Another interesting genealogy is: Menw son of Teirgwaedd one of Three Enchanters of the Island of Britain in Triad (27) who also appears in Triad 29 (18) as Menwaed of Arllechwedd (Menwaed is the same as Menw son of Teirgwaedd being a concatenation of Menw and Teir-gwaedd). (Arllechwedd is a cantref of Gwynedd which includes the western Conwy Valley and thus places it near Dinas Emrys.) In this triad Menw is the father of Mael. There is a unique statement included in this triad that "Arthur composed the poem to his three battle knights, one of whom is to Mael the Tall". (In Triad 123 . Arthur is called one of the vain or frivolous bards of the Isle of Britain!) This Mael could be St. Mael who was related to St. Sulien and St. Cadfan (all three of these saints went to Bardsey Island).

Mael is listed in Bonhed y Seint #24 and #28. In the latter he is Maelrys the son of Gwyddno, son of Emyr Llydaw, cousin to Cadvan. Here is were it gets interesting:
Bonhedd y Seint #41 says "Tudclud, and Gwynodl, (Lleyn in Arvon) and Merin and Tudno (in the Hyngredwr, and Senewyr), were sons of Seithenin, king of Maes Gwyddno, (Lived in Carnarvon) whose land the sea overflowed." This sunken land is called Cantre'r Gwaelod.

In the Mabinogion: Tale of Taliesin, Gwyddno is the father of Elffin and it says the Elffin was the foster-father of the famous Welsh poet, Taliesin who died in 570.

Thus we have these clues about Mael:
1. son of Menw from the Triads, the wizard who knew how to make things invisible.
2. son of Gwyddno - who lost land to the sea (i.e. made it invisible) which contains Bardsey Island (the isle of Avalon - see above about Arthur) thus the "mists of Avalon".
3. Gwyddno is the father of Elffin whose name suggests one of the Welsh fairies (Tylwyth Teg), who also live on an invisible island in the same Cardigan Bay. Thus it may be that Elffin equates to Mael who lived on Bardsey Island (the Isle of Avalon).
4. Bonhedd y Seint #41 mentions a brother of Gwyddno named Merin (Cardiff ms. Merfyn), who appears to be a little known saint of a small parish in Bodferin and his name sounds does suspiciously sound like Merlin. He also has a parish at Lanmerin, Brittany
5. In the Mabinogion, Taliesin, who matches Vortigern's requirement of having no father in the story about the red and white dragons in Nennius: Historia_Brittonum, and who is also mentioned as a famous bard in Nennius: Historia_Brittonum) is said to be the foster son of Elffin in the Tales of Taliesin.

Thus, putting these clues together: Merlyn = Menw = Elffin and that Taliesin is his apprentice.

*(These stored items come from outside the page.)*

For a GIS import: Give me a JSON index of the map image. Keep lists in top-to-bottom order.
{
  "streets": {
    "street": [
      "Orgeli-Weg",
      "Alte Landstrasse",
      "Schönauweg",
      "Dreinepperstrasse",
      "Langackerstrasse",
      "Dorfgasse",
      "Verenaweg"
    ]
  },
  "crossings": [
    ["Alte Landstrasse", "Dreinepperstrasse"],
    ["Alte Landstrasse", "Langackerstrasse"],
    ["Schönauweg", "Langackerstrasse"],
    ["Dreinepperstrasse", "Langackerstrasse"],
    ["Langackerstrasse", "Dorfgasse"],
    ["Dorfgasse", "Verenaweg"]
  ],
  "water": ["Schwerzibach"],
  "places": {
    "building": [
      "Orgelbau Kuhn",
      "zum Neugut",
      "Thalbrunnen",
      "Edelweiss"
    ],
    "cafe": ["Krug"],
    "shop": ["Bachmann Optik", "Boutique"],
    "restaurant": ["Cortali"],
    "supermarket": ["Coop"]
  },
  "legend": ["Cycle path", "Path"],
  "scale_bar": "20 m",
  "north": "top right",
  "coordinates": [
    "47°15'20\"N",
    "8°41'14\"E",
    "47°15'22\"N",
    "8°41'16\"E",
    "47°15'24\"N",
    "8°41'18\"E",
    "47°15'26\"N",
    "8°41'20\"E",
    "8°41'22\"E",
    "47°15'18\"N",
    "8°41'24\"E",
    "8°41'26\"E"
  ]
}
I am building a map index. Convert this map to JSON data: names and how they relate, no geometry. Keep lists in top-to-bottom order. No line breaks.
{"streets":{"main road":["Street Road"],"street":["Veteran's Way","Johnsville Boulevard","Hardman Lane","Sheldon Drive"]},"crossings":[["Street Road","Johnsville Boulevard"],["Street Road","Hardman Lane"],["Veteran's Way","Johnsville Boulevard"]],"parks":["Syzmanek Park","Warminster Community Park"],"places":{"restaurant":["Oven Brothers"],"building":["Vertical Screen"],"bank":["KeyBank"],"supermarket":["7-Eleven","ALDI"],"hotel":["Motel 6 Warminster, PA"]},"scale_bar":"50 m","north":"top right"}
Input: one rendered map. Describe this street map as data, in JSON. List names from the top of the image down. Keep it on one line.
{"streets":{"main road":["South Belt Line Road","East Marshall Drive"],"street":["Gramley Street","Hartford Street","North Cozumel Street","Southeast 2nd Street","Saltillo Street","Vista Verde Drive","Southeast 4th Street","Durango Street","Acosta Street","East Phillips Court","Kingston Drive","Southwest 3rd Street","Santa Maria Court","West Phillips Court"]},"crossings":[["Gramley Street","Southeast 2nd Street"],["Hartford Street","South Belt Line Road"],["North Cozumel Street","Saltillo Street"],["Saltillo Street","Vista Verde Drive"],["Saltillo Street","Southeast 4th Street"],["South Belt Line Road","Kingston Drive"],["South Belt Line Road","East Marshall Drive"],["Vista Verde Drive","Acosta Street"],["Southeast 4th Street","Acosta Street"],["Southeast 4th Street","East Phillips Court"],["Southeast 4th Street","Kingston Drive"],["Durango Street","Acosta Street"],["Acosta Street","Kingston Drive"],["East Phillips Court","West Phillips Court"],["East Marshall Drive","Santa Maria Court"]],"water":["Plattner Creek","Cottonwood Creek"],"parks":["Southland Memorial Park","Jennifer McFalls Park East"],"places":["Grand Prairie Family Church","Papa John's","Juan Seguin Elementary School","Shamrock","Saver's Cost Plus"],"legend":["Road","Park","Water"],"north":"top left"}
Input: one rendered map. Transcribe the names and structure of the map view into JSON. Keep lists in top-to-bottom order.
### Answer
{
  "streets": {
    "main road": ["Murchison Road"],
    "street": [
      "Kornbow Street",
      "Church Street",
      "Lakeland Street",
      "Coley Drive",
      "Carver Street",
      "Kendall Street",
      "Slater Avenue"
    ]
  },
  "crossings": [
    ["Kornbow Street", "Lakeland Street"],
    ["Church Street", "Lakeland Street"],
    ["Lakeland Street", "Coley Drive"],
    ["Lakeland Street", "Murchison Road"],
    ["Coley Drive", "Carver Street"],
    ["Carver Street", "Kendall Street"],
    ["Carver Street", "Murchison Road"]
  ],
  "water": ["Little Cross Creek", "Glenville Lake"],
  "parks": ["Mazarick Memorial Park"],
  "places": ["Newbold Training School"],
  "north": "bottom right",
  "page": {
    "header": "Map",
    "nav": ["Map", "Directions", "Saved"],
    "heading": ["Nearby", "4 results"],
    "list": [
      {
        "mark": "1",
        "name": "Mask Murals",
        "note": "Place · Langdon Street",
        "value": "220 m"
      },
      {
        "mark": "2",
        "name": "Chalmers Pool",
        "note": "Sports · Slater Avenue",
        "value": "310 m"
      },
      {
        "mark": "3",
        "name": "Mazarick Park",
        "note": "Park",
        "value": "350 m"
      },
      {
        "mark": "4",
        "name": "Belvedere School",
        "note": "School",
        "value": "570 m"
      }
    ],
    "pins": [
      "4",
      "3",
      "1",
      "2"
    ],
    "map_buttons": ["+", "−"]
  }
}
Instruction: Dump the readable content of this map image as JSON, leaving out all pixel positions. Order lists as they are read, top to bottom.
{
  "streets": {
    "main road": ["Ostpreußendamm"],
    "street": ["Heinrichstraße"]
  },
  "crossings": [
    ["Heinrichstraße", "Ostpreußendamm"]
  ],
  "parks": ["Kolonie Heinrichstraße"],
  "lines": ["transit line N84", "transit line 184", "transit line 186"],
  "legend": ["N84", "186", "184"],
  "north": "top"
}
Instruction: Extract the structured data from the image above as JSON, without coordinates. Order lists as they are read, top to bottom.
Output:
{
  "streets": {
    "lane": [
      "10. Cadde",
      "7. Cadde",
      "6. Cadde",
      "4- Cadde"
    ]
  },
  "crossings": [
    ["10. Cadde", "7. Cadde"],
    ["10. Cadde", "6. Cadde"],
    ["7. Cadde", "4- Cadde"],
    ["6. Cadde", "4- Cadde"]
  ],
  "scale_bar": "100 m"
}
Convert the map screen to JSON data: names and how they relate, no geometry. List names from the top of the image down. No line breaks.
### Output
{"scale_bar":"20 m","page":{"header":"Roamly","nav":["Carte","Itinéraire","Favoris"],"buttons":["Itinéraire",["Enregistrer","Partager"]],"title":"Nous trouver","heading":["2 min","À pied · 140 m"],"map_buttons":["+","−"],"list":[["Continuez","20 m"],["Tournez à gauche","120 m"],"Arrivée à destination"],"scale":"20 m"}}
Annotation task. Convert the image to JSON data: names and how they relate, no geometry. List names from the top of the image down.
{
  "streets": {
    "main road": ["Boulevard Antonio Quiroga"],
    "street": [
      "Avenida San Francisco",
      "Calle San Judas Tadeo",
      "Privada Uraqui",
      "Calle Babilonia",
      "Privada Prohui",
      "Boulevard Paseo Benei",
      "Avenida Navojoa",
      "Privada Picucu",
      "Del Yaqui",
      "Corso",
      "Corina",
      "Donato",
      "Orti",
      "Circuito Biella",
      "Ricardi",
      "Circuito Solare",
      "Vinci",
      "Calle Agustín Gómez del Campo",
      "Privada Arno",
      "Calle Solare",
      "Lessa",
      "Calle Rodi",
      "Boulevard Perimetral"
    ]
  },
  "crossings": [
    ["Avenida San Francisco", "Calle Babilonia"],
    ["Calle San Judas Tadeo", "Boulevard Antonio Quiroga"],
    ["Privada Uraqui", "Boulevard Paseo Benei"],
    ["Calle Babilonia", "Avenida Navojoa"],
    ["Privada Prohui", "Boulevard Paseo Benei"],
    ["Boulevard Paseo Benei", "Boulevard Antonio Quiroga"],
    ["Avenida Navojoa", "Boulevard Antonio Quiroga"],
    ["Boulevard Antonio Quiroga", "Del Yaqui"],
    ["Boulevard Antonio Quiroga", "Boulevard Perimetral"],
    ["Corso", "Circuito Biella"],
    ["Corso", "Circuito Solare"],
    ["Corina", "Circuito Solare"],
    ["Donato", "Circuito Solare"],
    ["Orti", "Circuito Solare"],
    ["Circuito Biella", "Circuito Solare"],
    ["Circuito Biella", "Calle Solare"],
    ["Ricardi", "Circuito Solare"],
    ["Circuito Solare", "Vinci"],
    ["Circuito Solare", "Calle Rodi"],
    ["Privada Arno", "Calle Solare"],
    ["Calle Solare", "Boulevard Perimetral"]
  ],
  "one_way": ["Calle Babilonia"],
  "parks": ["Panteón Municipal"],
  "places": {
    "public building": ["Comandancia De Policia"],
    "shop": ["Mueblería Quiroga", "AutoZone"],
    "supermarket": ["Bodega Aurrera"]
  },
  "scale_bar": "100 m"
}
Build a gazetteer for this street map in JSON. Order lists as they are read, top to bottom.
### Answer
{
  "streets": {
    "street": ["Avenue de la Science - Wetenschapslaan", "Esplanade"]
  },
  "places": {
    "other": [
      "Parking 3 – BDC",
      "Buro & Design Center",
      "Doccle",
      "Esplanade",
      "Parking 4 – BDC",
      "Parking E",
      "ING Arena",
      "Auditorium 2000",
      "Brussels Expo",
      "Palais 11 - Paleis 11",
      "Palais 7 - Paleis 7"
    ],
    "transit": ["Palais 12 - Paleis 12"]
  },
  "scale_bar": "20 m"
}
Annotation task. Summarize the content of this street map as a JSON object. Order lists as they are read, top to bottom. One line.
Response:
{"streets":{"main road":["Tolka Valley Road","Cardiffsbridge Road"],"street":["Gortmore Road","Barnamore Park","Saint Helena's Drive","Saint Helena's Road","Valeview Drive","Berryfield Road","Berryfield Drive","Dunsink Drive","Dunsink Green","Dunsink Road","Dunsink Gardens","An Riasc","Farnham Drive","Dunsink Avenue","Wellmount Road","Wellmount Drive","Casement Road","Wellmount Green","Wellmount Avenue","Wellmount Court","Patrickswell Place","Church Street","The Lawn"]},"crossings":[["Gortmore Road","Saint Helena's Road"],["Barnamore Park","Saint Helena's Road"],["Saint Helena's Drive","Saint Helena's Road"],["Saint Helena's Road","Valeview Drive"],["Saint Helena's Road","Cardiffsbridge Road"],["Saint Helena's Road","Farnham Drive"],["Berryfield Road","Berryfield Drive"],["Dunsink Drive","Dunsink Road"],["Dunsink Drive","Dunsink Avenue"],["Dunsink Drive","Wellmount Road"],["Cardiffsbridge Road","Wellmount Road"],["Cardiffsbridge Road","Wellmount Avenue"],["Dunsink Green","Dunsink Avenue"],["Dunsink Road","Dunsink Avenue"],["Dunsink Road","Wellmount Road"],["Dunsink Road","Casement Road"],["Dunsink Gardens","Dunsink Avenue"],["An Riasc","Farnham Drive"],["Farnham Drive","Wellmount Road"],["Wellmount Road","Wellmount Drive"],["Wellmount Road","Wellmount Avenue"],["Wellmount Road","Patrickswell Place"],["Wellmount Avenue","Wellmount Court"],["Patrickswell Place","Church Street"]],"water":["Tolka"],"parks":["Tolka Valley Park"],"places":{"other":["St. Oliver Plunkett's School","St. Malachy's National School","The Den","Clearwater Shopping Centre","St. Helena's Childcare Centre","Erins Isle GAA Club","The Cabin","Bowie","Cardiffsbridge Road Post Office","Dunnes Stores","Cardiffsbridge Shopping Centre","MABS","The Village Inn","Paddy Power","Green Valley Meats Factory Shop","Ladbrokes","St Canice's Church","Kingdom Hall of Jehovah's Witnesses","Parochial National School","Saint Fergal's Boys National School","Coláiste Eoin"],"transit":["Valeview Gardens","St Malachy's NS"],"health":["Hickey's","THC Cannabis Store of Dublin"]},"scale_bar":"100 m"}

When the boy answers Vorigern's question what is his name in Nennius, he answered that he is "Ambrosius (Emrys Wledig)" meaning that he was his cousin, or maybe he is 'shape-shifting' him, thus Geoffrey's "Merlin, who was also called Ambrose"! Noting that this is a child, Merlyn would still be alive up until Camlann in 539.

There is another Merlyn called Myrddin Wyllt from the North contained in Triad 125(87) and his geneaology shows him as the son of St. Madog Morvryn who in the chart of Coel Hen is a contemporary of Pablo Post Prydain whose death is dated in Annales_Cambriae as 597, 79 years after Arthur's victory at Badon so Myrddin Wyllt would not be a contemporary of Arthur.